Abril (2011) relates the gradient of the compaction potential with the buoyancy ( $\beta =({\rho }_s-{\rho }_w)/{\rho }_s$) as ${\displaystyle \frac{\partial \psi }{\partial z}}=-\beta$. To obtain Eq. 5 as the steady-state solution of Eq. 7, it is necessary to explicitly note that conductivity decreases with depth, its rate of change being proportional to the default bulk density, defined as ${\rho }_D\left(z\right)={\rho }_{b.\infty }-{\rho }_b\left(z\right)$: ${\displaystyle \frac{\partial k}{\partial z}}=-C_z{\rho }_D$. $C_z$ is a parameter that encloses information on the granulometry of the solids, being a constant when the latter is uniform through the core. Numerical solutions of the above equations for early compaction under varying sedimentary conditions can be found in Abril (2011).

The above Eqs. 6-9 refer to sediment under natural conditions, while the plot of Figure 1 captures the situation after coring, storage, extrusion, and slicing the core. However, Figure 1 provides information on the early-compaction limit, useful for reporting metric accretion rates. Deviations from the steady-state trend can reveal some abrupt changes in environmental conditions, some of them likely related to episodic sedimentation of coarser materials, upslope soils, or erosive events, among others, such as Example C in Figure 1 (see details in Abril et al., 2018).

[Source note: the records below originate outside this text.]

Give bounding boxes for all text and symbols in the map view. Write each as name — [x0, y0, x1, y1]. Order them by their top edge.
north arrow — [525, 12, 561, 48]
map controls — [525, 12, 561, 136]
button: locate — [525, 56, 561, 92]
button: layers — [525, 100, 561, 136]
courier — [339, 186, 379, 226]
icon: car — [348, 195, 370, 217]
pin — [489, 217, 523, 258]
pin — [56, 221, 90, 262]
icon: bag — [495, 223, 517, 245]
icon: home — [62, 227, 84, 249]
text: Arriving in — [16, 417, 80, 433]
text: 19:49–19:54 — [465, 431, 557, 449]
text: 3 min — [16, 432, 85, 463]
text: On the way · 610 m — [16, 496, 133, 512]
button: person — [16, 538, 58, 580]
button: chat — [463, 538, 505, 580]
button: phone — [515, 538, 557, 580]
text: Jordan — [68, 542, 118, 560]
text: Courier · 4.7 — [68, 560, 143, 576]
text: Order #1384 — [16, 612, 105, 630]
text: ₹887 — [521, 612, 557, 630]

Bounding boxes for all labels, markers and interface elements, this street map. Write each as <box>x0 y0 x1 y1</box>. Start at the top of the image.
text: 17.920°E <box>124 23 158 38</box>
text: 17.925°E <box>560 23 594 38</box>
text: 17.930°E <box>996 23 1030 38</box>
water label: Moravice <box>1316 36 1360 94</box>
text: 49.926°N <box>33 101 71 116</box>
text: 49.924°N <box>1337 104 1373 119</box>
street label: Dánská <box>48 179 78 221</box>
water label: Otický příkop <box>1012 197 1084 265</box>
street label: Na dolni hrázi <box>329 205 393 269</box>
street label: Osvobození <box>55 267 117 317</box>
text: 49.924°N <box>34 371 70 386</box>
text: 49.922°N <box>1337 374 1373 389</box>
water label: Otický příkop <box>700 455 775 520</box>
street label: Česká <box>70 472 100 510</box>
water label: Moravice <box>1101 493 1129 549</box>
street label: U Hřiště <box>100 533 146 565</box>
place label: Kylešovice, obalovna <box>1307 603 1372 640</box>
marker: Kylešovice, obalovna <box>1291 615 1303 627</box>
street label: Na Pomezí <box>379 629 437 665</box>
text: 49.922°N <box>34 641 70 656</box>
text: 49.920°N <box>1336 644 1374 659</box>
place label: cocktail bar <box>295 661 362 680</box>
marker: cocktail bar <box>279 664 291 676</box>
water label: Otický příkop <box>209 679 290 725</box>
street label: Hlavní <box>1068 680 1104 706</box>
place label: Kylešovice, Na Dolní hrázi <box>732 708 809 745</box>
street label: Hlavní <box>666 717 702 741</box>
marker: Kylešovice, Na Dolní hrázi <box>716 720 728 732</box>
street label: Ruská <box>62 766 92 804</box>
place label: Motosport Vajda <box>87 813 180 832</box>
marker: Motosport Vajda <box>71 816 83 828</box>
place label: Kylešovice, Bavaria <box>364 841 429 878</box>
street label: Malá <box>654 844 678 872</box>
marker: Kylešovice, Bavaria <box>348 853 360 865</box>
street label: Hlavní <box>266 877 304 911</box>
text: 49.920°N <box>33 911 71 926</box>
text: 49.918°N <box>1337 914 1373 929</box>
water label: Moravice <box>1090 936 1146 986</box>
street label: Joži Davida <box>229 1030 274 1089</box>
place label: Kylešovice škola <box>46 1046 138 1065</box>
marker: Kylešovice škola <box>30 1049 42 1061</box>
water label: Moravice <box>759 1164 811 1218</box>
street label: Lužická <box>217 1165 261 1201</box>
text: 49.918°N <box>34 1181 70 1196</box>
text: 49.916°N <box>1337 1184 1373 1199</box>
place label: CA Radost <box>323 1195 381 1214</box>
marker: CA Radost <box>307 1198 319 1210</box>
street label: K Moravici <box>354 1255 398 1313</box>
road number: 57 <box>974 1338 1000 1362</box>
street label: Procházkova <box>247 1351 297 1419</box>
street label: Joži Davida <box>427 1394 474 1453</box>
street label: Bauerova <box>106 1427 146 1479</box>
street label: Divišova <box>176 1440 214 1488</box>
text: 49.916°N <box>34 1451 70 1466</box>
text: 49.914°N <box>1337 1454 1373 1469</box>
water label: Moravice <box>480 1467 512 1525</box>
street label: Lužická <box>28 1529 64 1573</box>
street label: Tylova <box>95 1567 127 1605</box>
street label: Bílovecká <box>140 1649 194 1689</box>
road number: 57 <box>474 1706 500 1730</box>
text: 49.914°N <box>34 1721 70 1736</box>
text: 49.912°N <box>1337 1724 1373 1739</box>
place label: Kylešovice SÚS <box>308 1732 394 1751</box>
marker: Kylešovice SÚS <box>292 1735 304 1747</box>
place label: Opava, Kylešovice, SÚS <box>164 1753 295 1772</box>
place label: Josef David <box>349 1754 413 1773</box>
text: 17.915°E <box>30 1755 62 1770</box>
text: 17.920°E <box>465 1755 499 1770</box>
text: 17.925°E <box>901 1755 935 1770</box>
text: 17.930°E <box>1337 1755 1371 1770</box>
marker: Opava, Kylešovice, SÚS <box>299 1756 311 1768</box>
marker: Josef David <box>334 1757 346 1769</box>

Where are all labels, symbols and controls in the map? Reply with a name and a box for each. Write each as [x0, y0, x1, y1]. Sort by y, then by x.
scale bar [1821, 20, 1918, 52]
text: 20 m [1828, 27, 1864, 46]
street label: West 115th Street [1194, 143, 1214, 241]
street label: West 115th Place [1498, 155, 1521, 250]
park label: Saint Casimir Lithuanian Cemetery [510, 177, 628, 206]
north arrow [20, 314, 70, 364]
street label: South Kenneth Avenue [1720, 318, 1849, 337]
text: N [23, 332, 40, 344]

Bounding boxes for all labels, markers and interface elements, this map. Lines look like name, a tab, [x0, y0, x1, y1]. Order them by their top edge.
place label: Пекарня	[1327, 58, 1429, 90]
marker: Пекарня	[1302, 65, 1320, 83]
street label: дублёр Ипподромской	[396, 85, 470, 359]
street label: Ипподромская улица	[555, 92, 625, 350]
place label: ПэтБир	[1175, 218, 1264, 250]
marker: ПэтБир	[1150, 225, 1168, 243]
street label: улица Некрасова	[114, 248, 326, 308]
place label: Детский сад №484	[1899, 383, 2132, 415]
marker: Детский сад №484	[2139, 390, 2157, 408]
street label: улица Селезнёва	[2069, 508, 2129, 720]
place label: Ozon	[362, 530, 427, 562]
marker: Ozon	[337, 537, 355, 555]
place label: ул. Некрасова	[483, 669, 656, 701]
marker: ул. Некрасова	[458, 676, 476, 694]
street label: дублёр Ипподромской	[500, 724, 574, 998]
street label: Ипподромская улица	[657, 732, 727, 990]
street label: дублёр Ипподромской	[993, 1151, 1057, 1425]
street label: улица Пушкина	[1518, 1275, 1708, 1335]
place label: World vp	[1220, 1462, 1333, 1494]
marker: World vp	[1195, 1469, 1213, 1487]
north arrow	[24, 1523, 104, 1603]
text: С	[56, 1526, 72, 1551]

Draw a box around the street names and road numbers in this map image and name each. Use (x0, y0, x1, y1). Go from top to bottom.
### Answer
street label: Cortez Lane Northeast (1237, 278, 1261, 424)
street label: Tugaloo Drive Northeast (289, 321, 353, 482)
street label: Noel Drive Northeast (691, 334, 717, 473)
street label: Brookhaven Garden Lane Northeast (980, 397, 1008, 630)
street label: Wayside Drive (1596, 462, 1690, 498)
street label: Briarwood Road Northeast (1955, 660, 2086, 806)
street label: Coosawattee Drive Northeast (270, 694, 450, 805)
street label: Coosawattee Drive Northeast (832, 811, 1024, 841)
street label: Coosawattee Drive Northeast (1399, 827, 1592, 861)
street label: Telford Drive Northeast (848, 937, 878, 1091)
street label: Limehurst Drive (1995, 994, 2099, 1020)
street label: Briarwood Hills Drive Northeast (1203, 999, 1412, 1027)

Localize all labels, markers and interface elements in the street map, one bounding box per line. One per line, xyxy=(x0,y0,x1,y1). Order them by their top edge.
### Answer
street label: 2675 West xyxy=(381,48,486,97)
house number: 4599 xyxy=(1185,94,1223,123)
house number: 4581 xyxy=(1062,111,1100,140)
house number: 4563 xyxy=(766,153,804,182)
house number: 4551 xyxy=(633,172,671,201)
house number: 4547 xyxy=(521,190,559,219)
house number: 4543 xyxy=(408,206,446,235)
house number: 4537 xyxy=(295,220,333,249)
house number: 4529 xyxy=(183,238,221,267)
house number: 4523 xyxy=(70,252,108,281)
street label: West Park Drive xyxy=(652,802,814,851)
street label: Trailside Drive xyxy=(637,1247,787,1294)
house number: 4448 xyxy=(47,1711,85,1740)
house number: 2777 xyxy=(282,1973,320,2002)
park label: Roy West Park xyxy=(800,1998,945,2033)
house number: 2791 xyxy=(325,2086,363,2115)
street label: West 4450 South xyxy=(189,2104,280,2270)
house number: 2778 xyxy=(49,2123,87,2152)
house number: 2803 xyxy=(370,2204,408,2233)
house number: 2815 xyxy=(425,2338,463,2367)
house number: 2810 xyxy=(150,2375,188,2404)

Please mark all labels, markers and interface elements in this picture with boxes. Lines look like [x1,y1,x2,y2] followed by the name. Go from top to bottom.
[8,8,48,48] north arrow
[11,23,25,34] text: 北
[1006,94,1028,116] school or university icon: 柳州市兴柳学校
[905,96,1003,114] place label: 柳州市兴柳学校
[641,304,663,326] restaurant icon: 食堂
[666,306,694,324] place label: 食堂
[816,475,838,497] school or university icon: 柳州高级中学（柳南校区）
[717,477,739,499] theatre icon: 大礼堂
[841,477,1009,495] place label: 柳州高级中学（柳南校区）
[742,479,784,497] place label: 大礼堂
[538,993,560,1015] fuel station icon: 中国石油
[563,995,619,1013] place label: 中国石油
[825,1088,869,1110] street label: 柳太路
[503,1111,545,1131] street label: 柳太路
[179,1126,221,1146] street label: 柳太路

Intuitively, early compaction is driven by the gravitational forcing and the perturbations (micro-earthquakes, pressure waves, bottom search stress, etc.) that promote the reallocation of solids and pore fluid. Early compaction can work with a progressive decrease of the pore space, but also with the relative downward transport of colloids and very small size fractions. However, this view does not apply in vegetated sediments, where rhizospheres represent a distinct phase with belowground production and decay, conform the sediment structure, and have a distinct advection relative to the mineral phase. However, some basic features relative to an early compaction limit below the rhizospheres still hold (see Iurian et al., 2021).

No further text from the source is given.